[TASK]
Pictures stay out; please output the remaining data exactly.

[Saved data entries]
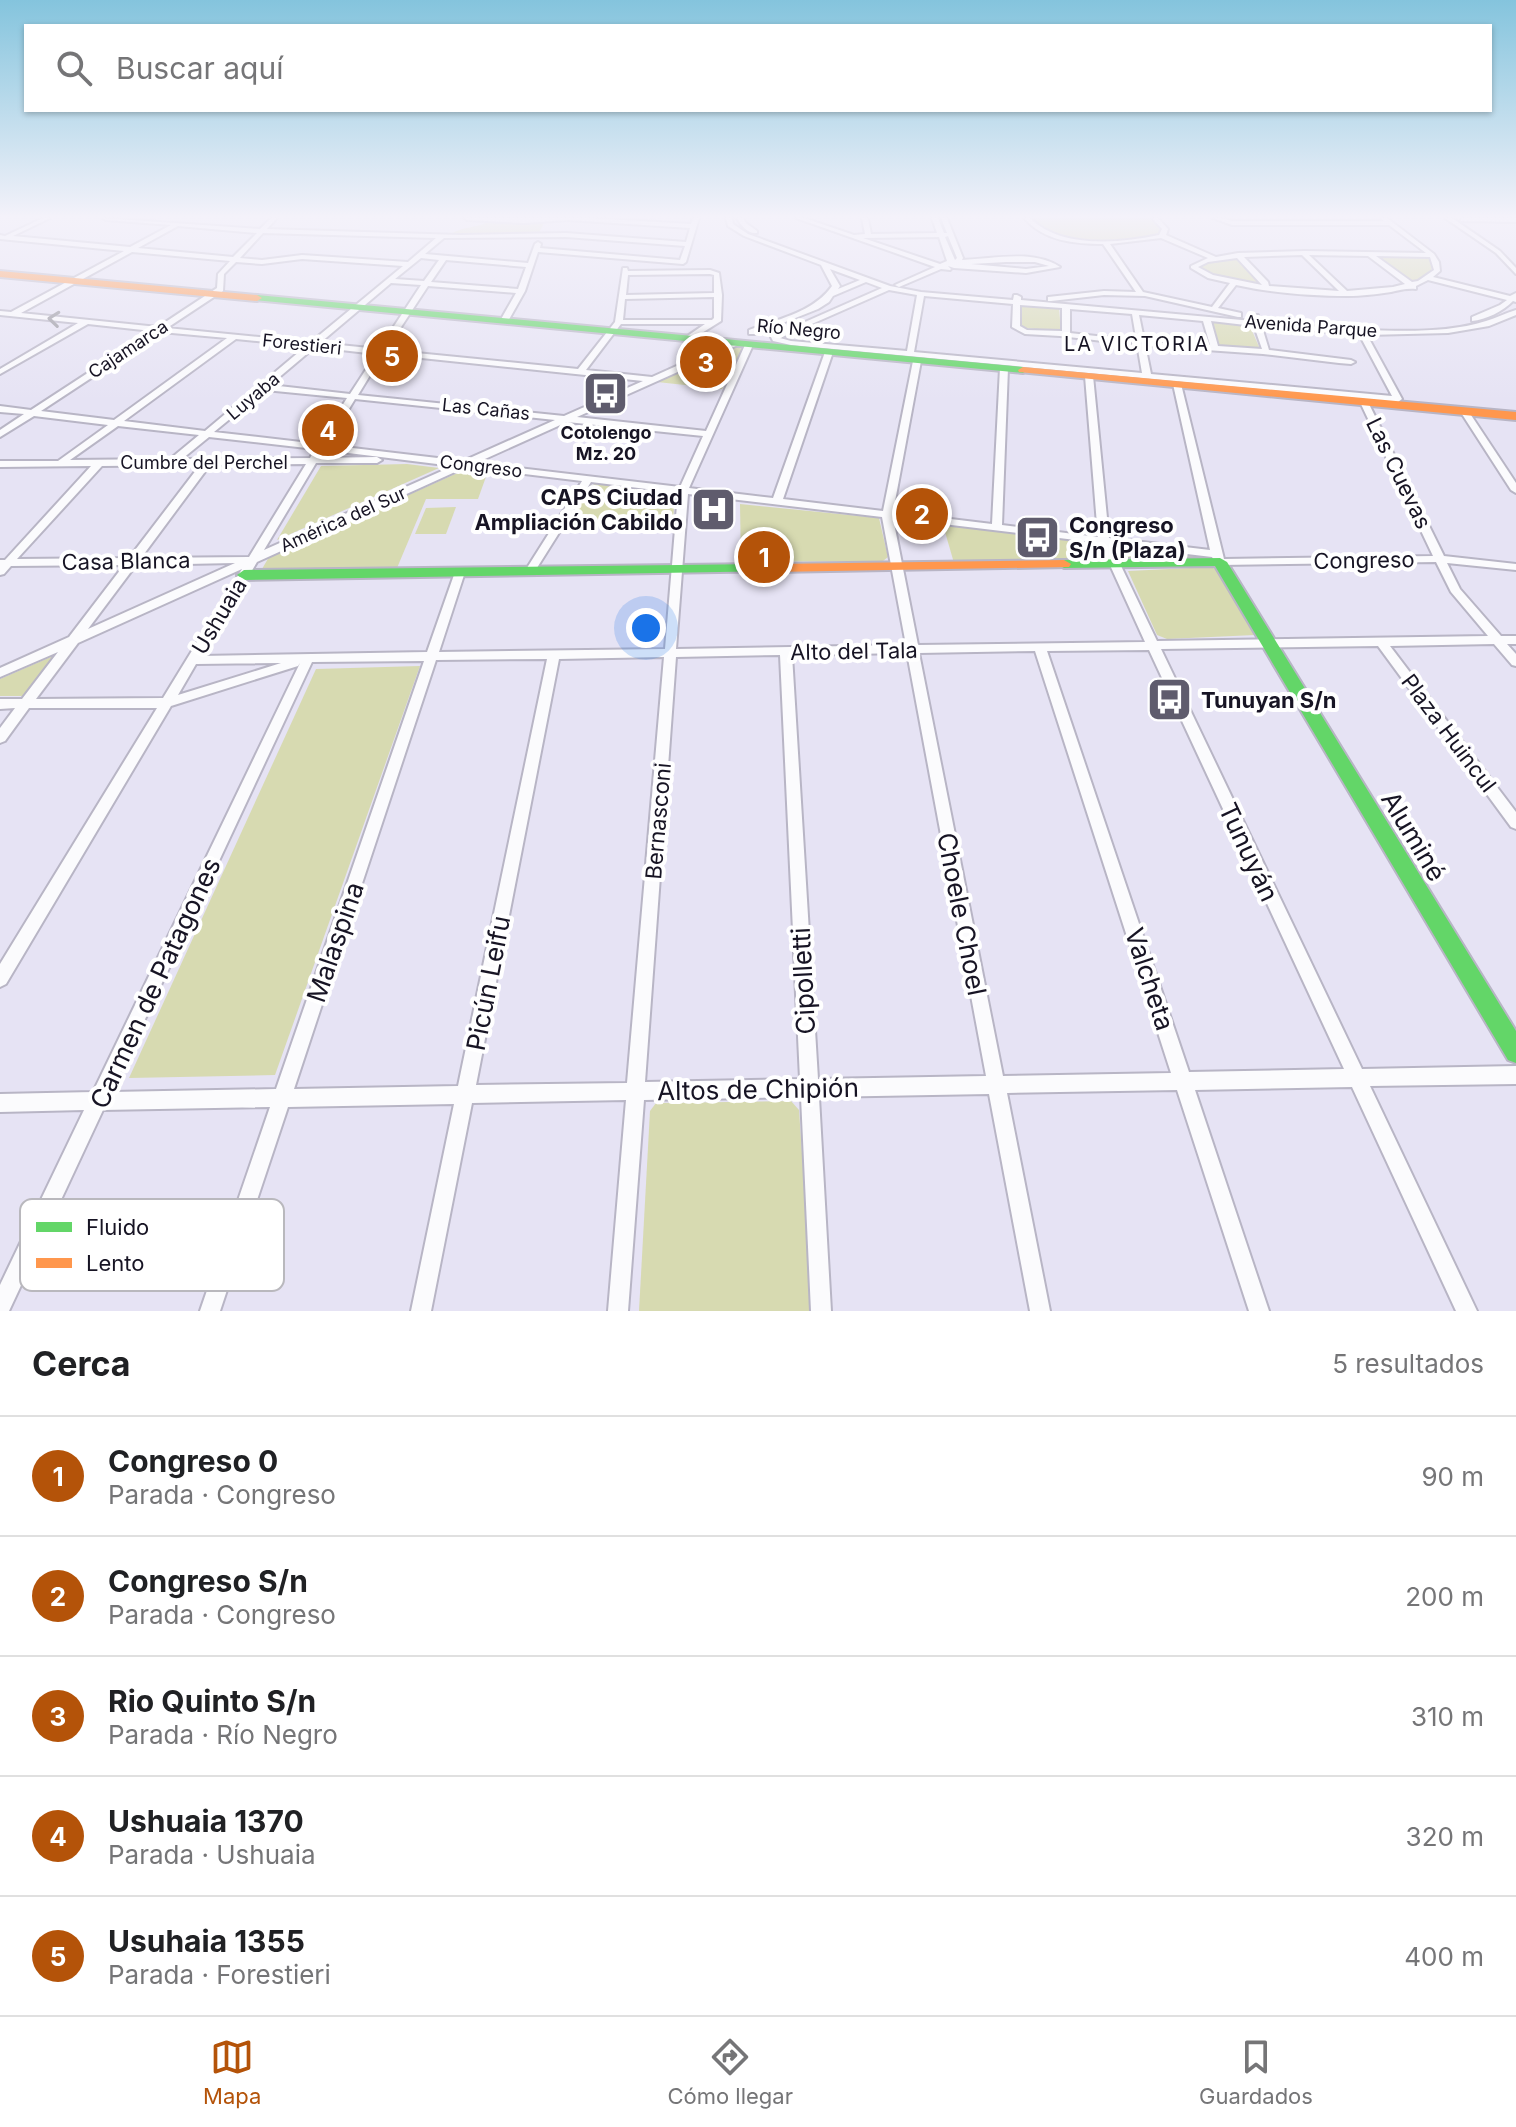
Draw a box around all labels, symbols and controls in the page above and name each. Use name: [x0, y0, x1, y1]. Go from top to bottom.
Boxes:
search box: [24, 24, 1492, 112]
icon: search: [52, 46, 96, 90]
text: Buscar aquí: [116, 50, 283, 86]
one-way arrow: [47, 310, 60, 327]
street label: Avenida Parque: [1244, 311, 1378, 341]
street label: Río Negro: [756, 315, 842, 343]
street label: Cajamarca: [84, 316, 172, 382]
pin: 5: [366, 326, 418, 386]
street label: Forestieri: [261, 329, 343, 359]
pin: 3: [680, 332, 732, 392]
district label: LA VICTORIA: [1064, 332, 1210, 356]
street label: Luyaba: [222, 368, 284, 424]
bus stop icon: Cotolengo Mz. 20: [582, 370, 630, 418]
street label: Las Cañas: [441, 394, 531, 424]
pin: 4: [302, 400, 354, 460]
street label: Las Cuevas: [1361, 413, 1437, 533]
place label: Cotolengo Mz. 20: [560, 422, 652, 464]
street label: Congreso: [439, 451, 523, 481]
street label: Cumbre del Perchel: [120, 452, 288, 473]
street label: América del Sur: [277, 482, 409, 556]
place label: CAPS Ciudad Ampliación Cabildo: [474, 484, 683, 535]
pin: 2: [896, 484, 948, 544]
hospital icon: CAPS Ciudad Ampliación Cabildo: [690, 486, 738, 534]
place label: Congreso S/n (Plaza): [1069, 512, 1186, 563]
bus stop icon: Congreso S/n (Plaza): [1014, 514, 1062, 562]
pin: 1: [738, 527, 790, 587]
street label: Congreso: [1313, 546, 1415, 574]
street label: Casa Blanca: [61, 547, 191, 575]
street label: Ushuaia: [186, 573, 252, 659]
your location: [626, 608, 666, 648]
street label: Alto del Tala: [790, 637, 918, 665]
street label: Plaza Huincul: [1396, 669, 1502, 797]
bus stop icon: Tunuyan S/n: [1146, 676, 1194, 724]
place label: Tunuyan S/n: [1201, 687, 1337, 713]
street label: Bernasconi: [640, 762, 676, 880]
street label: Aluminé: [1375, 786, 1453, 886]
street label: Tunuyán: [1213, 798, 1285, 906]
street label: Choele Choel: [931, 830, 993, 998]
street label: Carmen de Patagones: [83, 853, 227, 1113]
street label: Malaspina: [300, 878, 370, 1006]
street label: Picún Leifu: [460, 913, 516, 1053]
street label: Valcheta: [1119, 924, 1181, 1034]
street label: Cipolletti: [785, 927, 821, 1035]
street label: Altos de Chipión: [657, 1072, 859, 1106]
legend: [20, 1199, 284, 1291]
text: Fluido: [86, 1214, 149, 1240]
text: Lento: [86, 1250, 144, 1276]
text: Cerca: [32, 1343, 131, 1384]
text: 5 resultados: [1332, 1348, 1484, 1379]
text: Congreso 0: [108, 1443, 278, 1479]
text: 1: [52, 1461, 64, 1492]
text: 90 m: [1421, 1461, 1484, 1492]
text: Parada · Congreso: [108, 1479, 336, 1510]
text: Congreso S/n: [108, 1563, 308, 1599]
text: 2: [50, 1581, 66, 1612]
text: 200 m: [1405, 1581, 1484, 1612]
text: Parada · Congreso: [108, 1599, 336, 1630]
text: Rio Quinto S/n: [108, 1683, 316, 1719]
text: 3: [50, 1701, 66, 1732]
text: 310 m: [1411, 1701, 1484, 1732]
text: Parada · Río Negro: [108, 1719, 338, 1750]
text: Ushuaia 1370: [108, 1803, 304, 1839]
text: 4: [49, 1821, 67, 1852]
text: 320 m: [1406, 1821, 1484, 1852]
text: Parada · Ushuaia: [108, 1839, 316, 1870]
text: Usuhaia 1355: [108, 1923, 305, 1959]
text: 5: [50, 1941, 66, 1972]
text: 400 m: [1404, 1941, 1484, 1972]
text: Parada · Forestieri: [108, 1959, 331, 1990]
tab: Mapa: [203, 2035, 261, 2109]
tab: Cómo llegar: [667, 2035, 793, 2109]
tab: Guardados: [1199, 2035, 1313, 2109]

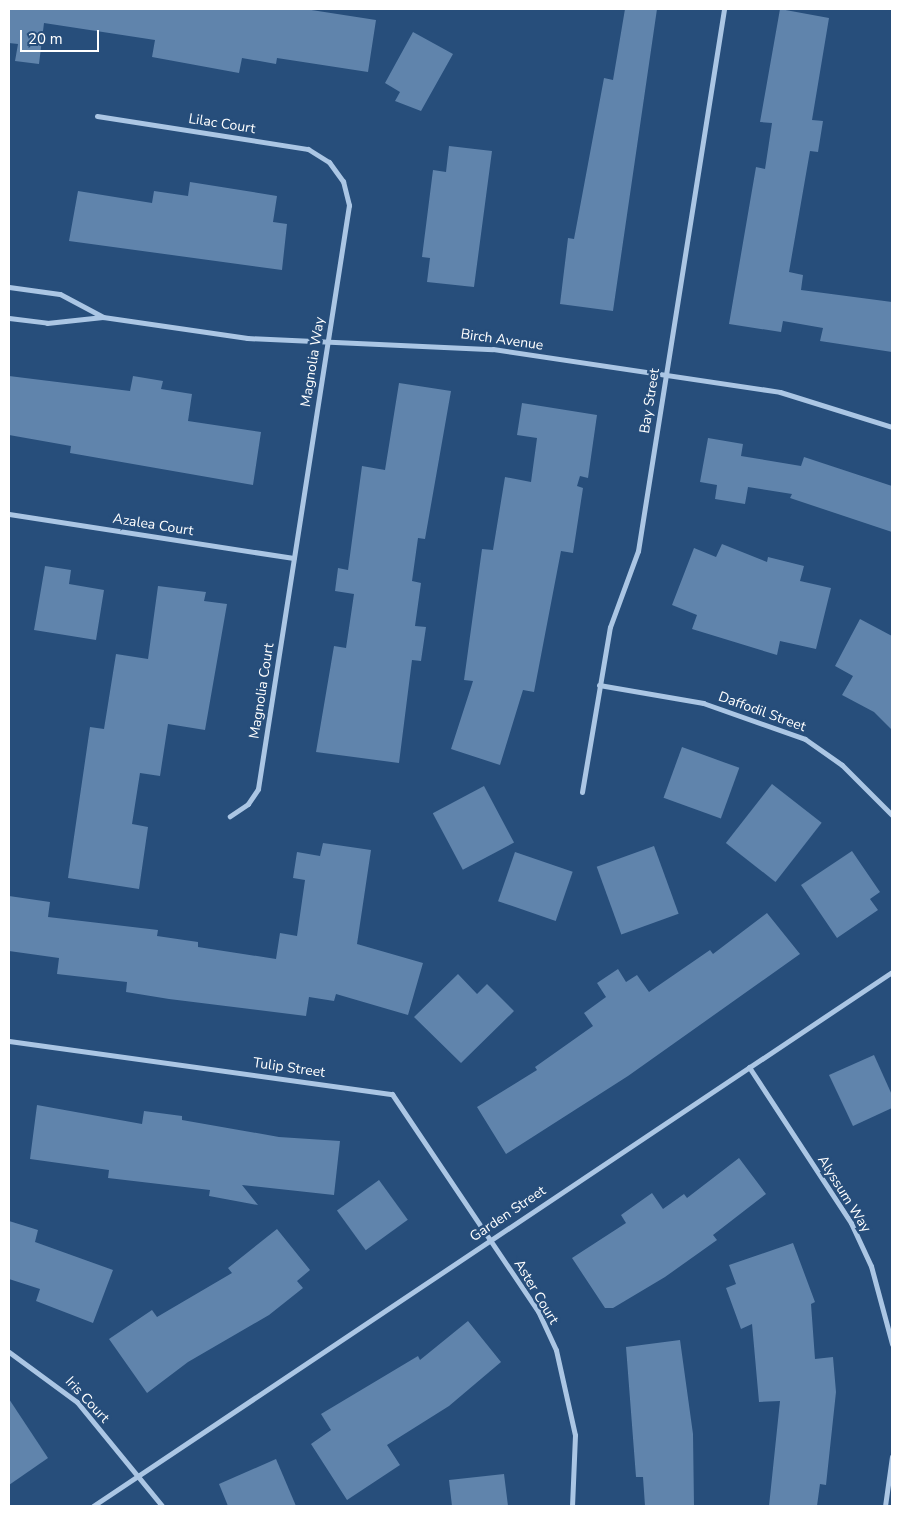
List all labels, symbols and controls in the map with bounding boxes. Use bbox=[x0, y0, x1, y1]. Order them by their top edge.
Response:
scale bar bbox=[22, 20, 101, 52]
text: 20 m bbox=[28, 29, 63, 49]
street label: Lilac Court bbox=[187, 110, 257, 138]
street label: Magnolia Way bbox=[298, 316, 328, 408]
street label: Birch Avenue bbox=[460, 326, 544, 354]
street label: Bay Street bbox=[637, 367, 663, 435]
street label: Azalea Court bbox=[111, 510, 195, 540]
street label: Magnolia Court bbox=[246, 642, 278, 740]
street label: Daffodil Street bbox=[716, 688, 808, 736]
street label: Tulip Street bbox=[252, 1055, 326, 1081]
street label: Alyssum Way bbox=[814, 1153, 874, 1235]
street label: Garden Street bbox=[467, 1182, 549, 1246]
street label: Aster Court bbox=[510, 1257, 562, 1327]
street label: Iris Court bbox=[61, 1373, 113, 1427]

[WRITTEN SOLUTION]
Draw a box around all labels, symbols and controls in the page above and name each. Use name: [x0, y0, x1, y1]. Go from top to bottom.
Boxes:
search box: [24, 24, 1492, 112]
icon: search: [52, 46, 96, 90]
text: Buscar aquí: [116, 50, 283, 86]
one-way arrow: [47, 310, 60, 327]
street label: Avenida Parque: [1244, 311, 1378, 341]
street label: Río Negro: [756, 315, 842, 343]
street label: Cajamarca: [84, 316, 172, 382]
pin: 5: [366, 326, 418, 386]
street label: Forestieri: [261, 329, 343, 359]
pin: 3: [680, 332, 732, 392]
district label: LA VICTORIA: [1064, 332, 1210, 356]
street label: Luyaba: [222, 368, 284, 424]
bus stop icon: Cotolengo Mz. 20: [582, 370, 630, 418]
street label: Las Cañas: [441, 394, 531, 424]
pin: 4: [302, 400, 354, 460]
street label: Las Cuevas: [1361, 413, 1437, 533]
place label: Cotolengo Mz. 20: [560, 422, 652, 464]
street label: Congreso: [439, 451, 523, 481]
street label: Cumbre del Perchel: [120, 452, 288, 473]
street label: América del Sur: [277, 482, 409, 556]
place label: CAPS Ciudad Ampliación Cabildo: [474, 484, 683, 535]
pin: 2: [896, 484, 948, 544]
hospital icon: CAPS Ciudad Ampliación Cabildo: [690, 486, 738, 534]
place label: Congreso S/n (Plaza): [1069, 512, 1186, 563]
bus stop icon: Congreso S/n (Plaza): [1014, 514, 1062, 562]
pin: 1: [738, 527, 790, 587]
street label: Congreso: [1313, 546, 1415, 574]
street label: Casa Blanca: [61, 547, 191, 575]
street label: Ushuaia: [186, 573, 252, 659]
your location: [626, 608, 666, 648]
street label: Alto del Tala: [790, 637, 918, 665]
street label: Plaza Huincul: [1396, 669, 1502, 797]
bus stop icon: Tunuyan S/n: [1146, 676, 1194, 724]
place label: Tunuyan S/n: [1201, 687, 1337, 713]
street label: Bernasconi: [640, 762, 676, 880]
street label: Aluminé: [1375, 786, 1453, 886]
street label: Tunuyán: [1213, 798, 1285, 906]
street label: Choele Choel: [931, 830, 993, 998]
street label: Carmen de Patagones: [83, 853, 227, 1113]
street label: Malaspina: [300, 878, 370, 1006]
street label: Picún Leifu: [460, 913, 516, 1053]
street label: Valcheta: [1119, 924, 1181, 1034]
street label: Cipolletti: [785, 927, 821, 1035]
street label: Altos de Chipión: [657, 1072, 859, 1106]
legend: [20, 1199, 284, 1291]
text: Fluido: [86, 1214, 149, 1240]
text: Lento: [86, 1250, 144, 1276]
text: Cerca: [32, 1343, 131, 1384]
text: 5 resultados: [1332, 1348, 1484, 1379]
text: Congreso 0: [108, 1443, 278, 1479]
text: 1: [52, 1461, 64, 1492]
text: 90 m: [1421, 1461, 1484, 1492]
text: Parada · Congreso: [108, 1479, 336, 1510]
text: Congreso S/n: [108, 1563, 308, 1599]
text: 2: [50, 1581, 66, 1612]
text: 200 m: [1405, 1581, 1484, 1612]
text: Parada · Congreso: [108, 1599, 336, 1630]
text: Rio Quinto S/n: [108, 1683, 316, 1719]
text: 3: [50, 1701, 66, 1732]
text: 310 m: [1411, 1701, 1484, 1732]
text: Parada · Río Negro: [108, 1719, 338, 1750]
text: Ushuaia 1370: [108, 1803, 304, 1839]
text: 4: [49, 1821, 67, 1852]
text: 320 m: [1406, 1821, 1484, 1852]
text: Parada · Ushuaia: [108, 1839, 316, 1870]
text: Usuhaia 1355: [108, 1923, 305, 1959]
text: 5: [50, 1941, 66, 1972]
text: 400 m: [1404, 1941, 1484, 1972]
text: Parada · Forestieri: [108, 1959, 331, 1990]
tab: Mapa: [203, 2035, 261, 2109]
tab: Cómo llegar: [667, 2035, 793, 2109]
tab: Guardados: [1199, 2035, 1313, 2109]

List all labels, symbols and controls in the map with bounding boxes. Use bbox=[x0, y0, x1, y1]. Order them by their top edge.
Response:
scale bar bbox=[22, 20, 101, 52]
text: 20 m bbox=[28, 29, 63, 49]
street label: Lilac Court bbox=[187, 110, 257, 138]
street label: Magnolia Way bbox=[298, 316, 328, 408]
street label: Birch Avenue bbox=[460, 326, 544, 354]
street label: Bay Street bbox=[637, 367, 663, 435]
street label: Azalea Court bbox=[111, 510, 195, 540]
street label: Magnolia Court bbox=[246, 642, 278, 740]
street label: Daffodil Street bbox=[716, 688, 808, 736]
street label: Tulip Street bbox=[252, 1055, 326, 1081]
street label: Alyssum Way bbox=[814, 1153, 874, 1235]
street label: Garden Street bbox=[467, 1182, 549, 1246]
street label: Aster Court bbox=[510, 1257, 562, 1327]
street label: Iris Court bbox=[61, 1373, 113, 1427]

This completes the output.